Instructions for the task :: From the records below, transcribe exactly the lines that begin at the line with "Map reading. Build" and end at the line with "Summarize the content", both included.

Stored items
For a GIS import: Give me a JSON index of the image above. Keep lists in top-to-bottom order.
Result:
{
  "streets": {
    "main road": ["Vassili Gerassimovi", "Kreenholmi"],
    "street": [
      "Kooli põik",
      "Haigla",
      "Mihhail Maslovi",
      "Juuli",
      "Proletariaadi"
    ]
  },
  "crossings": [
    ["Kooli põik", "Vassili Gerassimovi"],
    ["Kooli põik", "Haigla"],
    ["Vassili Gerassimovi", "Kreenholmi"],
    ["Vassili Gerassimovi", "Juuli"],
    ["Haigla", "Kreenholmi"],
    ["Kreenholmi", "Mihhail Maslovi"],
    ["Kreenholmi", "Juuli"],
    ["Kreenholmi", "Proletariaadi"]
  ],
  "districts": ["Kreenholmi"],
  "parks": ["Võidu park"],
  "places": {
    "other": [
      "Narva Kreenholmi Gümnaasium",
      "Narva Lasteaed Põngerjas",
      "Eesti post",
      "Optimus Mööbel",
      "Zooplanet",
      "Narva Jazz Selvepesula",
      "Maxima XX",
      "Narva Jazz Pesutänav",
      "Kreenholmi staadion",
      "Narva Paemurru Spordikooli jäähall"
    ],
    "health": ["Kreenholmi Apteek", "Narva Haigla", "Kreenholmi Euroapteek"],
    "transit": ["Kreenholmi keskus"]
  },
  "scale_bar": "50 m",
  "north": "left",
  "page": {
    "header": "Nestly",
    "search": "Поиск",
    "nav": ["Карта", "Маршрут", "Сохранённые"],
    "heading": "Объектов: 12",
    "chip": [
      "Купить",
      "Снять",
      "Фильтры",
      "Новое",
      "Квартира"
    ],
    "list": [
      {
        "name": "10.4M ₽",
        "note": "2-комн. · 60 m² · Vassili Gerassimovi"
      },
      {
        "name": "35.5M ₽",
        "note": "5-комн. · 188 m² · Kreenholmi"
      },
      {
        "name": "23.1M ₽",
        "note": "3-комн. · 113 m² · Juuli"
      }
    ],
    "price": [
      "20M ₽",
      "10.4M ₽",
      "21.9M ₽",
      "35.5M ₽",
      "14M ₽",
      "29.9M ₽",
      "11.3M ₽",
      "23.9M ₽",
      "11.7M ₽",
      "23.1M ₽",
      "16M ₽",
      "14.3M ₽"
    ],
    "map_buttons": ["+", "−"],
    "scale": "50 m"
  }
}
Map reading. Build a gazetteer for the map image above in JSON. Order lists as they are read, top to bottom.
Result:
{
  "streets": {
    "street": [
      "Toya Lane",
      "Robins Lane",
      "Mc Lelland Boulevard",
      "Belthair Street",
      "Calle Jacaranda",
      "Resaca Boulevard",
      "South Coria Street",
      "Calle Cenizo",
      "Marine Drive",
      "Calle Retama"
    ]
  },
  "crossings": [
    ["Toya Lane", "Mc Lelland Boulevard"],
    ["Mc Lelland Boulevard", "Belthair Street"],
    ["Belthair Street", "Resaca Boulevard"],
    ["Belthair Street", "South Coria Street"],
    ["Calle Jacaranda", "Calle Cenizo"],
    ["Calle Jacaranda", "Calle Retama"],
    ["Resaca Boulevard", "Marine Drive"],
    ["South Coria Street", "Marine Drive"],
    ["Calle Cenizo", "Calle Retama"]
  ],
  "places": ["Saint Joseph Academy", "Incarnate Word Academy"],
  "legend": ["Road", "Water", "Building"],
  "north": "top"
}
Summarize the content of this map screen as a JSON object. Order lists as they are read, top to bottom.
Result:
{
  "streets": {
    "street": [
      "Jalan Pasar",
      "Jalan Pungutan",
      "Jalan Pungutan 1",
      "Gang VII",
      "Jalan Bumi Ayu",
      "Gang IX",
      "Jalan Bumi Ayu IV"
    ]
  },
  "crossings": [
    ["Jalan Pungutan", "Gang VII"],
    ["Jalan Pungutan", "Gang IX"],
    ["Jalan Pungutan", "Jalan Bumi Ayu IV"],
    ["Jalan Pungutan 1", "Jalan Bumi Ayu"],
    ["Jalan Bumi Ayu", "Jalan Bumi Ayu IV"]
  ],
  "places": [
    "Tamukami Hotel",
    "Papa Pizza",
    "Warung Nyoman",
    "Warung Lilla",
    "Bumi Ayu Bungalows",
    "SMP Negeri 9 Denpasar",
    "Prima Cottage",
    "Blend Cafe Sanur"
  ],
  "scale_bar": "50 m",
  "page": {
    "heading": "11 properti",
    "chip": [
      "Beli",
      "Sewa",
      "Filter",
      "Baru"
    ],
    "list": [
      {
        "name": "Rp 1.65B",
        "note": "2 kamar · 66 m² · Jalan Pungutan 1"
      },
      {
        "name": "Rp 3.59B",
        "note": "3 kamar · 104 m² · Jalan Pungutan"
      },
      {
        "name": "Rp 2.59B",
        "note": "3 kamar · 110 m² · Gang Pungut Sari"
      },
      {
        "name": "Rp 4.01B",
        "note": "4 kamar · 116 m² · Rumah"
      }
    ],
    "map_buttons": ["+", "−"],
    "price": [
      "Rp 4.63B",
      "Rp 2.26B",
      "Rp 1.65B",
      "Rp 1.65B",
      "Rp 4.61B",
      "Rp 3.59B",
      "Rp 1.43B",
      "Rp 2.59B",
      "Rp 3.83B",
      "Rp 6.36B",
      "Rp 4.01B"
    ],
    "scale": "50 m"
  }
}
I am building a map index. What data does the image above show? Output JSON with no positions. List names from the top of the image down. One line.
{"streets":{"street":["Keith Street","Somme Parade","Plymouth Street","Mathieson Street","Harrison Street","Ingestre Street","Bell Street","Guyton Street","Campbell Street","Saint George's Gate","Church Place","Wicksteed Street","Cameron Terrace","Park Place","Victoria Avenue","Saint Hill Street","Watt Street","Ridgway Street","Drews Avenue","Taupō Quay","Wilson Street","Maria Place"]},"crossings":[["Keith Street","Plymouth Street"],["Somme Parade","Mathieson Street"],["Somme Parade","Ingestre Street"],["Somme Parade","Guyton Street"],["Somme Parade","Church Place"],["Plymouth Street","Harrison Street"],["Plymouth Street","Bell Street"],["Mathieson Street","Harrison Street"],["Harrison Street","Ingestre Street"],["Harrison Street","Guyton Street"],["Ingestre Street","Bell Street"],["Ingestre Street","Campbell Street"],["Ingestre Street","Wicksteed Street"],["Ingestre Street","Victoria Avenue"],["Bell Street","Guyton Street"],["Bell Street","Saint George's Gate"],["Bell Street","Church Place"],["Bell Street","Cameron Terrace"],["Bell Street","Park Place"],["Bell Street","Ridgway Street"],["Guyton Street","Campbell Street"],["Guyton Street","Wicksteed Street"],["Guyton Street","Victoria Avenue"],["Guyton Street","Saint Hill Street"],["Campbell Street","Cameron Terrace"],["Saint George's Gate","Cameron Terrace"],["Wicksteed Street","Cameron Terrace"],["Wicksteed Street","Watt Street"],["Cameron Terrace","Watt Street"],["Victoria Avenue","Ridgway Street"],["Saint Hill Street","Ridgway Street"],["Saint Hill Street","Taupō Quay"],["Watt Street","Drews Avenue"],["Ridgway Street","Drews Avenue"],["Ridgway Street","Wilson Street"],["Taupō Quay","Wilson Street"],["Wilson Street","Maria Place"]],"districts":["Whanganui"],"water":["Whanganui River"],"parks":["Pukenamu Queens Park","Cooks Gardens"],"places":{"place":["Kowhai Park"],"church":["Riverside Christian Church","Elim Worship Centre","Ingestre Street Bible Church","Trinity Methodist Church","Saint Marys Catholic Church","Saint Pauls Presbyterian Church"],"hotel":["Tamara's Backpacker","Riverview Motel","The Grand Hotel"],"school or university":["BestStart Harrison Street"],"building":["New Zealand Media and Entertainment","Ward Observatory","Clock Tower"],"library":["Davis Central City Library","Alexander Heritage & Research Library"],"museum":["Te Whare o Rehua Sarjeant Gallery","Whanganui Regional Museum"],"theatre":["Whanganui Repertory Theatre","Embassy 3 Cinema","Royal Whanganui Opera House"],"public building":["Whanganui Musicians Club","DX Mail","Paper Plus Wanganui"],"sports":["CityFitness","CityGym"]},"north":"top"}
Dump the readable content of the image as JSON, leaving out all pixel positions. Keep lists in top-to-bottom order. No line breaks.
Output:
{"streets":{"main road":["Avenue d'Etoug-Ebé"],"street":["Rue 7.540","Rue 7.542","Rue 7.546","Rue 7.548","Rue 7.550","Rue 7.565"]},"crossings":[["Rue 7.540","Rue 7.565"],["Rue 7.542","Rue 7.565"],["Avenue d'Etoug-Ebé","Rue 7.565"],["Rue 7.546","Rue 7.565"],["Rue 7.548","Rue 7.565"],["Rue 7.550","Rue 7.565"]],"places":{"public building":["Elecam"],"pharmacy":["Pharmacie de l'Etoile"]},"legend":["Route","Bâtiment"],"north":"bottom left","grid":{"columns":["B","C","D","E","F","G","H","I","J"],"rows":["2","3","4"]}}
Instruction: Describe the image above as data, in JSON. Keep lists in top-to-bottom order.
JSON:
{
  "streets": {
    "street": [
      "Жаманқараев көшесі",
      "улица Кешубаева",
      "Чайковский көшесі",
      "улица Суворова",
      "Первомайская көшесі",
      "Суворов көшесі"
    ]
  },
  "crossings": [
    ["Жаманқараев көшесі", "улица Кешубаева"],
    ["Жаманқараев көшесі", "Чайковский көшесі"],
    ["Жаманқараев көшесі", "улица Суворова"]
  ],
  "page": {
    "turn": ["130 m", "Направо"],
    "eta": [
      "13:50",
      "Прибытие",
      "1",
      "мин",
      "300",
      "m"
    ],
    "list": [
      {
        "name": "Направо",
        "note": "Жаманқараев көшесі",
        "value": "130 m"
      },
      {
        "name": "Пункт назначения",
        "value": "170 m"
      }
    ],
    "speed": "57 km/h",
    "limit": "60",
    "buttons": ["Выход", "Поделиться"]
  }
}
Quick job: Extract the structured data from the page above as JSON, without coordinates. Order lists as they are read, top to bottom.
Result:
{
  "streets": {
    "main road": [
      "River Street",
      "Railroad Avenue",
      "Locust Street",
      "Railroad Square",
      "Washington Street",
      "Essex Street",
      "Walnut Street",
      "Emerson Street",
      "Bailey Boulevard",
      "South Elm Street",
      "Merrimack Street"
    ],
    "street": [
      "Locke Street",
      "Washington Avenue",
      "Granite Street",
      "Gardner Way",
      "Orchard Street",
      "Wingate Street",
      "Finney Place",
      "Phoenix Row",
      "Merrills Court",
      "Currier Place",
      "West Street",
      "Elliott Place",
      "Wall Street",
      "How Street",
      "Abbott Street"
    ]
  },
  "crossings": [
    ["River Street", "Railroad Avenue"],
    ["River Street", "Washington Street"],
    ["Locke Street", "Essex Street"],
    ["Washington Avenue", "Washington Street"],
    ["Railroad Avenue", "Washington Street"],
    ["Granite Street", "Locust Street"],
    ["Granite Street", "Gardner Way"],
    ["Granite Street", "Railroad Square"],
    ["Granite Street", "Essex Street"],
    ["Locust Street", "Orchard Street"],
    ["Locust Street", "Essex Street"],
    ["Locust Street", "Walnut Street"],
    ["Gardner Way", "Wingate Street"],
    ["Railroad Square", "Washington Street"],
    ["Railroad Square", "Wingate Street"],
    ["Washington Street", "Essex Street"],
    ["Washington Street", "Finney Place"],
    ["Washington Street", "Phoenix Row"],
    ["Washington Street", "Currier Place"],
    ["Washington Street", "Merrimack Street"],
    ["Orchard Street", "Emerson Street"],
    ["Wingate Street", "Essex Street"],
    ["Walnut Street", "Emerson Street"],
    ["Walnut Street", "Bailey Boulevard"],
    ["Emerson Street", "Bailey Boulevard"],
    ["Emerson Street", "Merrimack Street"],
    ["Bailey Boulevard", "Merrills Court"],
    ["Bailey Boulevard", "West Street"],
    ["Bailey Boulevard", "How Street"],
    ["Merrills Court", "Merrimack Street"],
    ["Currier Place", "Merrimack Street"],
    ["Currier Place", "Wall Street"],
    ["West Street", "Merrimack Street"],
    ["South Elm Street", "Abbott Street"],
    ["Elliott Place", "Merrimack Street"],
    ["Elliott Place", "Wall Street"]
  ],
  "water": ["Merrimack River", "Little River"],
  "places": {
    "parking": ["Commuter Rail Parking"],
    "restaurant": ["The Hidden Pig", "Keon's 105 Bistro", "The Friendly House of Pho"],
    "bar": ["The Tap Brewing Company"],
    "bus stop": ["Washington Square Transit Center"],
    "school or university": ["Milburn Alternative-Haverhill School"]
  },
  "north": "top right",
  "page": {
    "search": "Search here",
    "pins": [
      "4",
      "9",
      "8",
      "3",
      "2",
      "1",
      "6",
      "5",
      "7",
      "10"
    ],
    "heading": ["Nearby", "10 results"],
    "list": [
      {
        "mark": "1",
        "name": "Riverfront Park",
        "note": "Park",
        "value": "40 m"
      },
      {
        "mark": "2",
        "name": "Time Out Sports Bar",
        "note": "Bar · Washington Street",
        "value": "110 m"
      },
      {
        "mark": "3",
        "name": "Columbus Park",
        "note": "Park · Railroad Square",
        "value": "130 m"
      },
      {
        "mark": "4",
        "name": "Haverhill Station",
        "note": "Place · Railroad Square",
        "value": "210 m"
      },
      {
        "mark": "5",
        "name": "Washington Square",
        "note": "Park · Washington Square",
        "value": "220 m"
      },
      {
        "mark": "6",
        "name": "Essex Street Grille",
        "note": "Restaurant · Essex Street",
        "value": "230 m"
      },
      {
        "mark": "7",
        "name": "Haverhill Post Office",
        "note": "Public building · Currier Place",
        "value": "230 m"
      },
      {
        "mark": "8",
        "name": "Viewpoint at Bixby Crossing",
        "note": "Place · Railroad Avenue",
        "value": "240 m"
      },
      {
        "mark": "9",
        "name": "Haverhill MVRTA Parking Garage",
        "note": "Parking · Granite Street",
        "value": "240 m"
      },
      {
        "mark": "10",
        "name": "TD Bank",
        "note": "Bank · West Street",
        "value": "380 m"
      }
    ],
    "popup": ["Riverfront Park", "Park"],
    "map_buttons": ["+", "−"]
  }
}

Answer to the problem ::
Map reading. Build a gazetteer for the map image above in JSON. Order lists as they are read, top to bottom.
Result:
{
  "streets": {
    "street": [
      "Toya Lane",
      "Robins Lane",
      "Mc Lelland Boulevard",
      "Belthair Street",
      "Calle Jacaranda",
      "Resaca Boulevard",
      "South Coria Street",
      "Calle Cenizo",
      "Marine Drive",
      "Calle Retama"
    ]
  },
  "crossings": [
    ["Toya Lane", "Mc Lelland Boulevard"],
    ["Mc Lelland Boulevard", "Belthair Street"],
    ["Belthair Street", "Resaca Boulevard"],
    ["Belthair Street", "South Coria Street"],
    ["Calle Jacaranda", "Calle Cenizo"],
    ["Calle Jacaranda", "Calle Retama"],
    ["Resaca Boulevard", "Marine Drive"],
    ["South Coria Street", "Marine Drive"],
    ["Calle Cenizo", "Calle Retama"]
  ],
  "places": ["Saint Joseph Academy", "Incarnate Word Academy"],
  "legend": ["Road", "Water", "Building"],
  "north": "top"
}
Summarize the content of this map screen as a JSON object. Order lists as they are read, top to bottom.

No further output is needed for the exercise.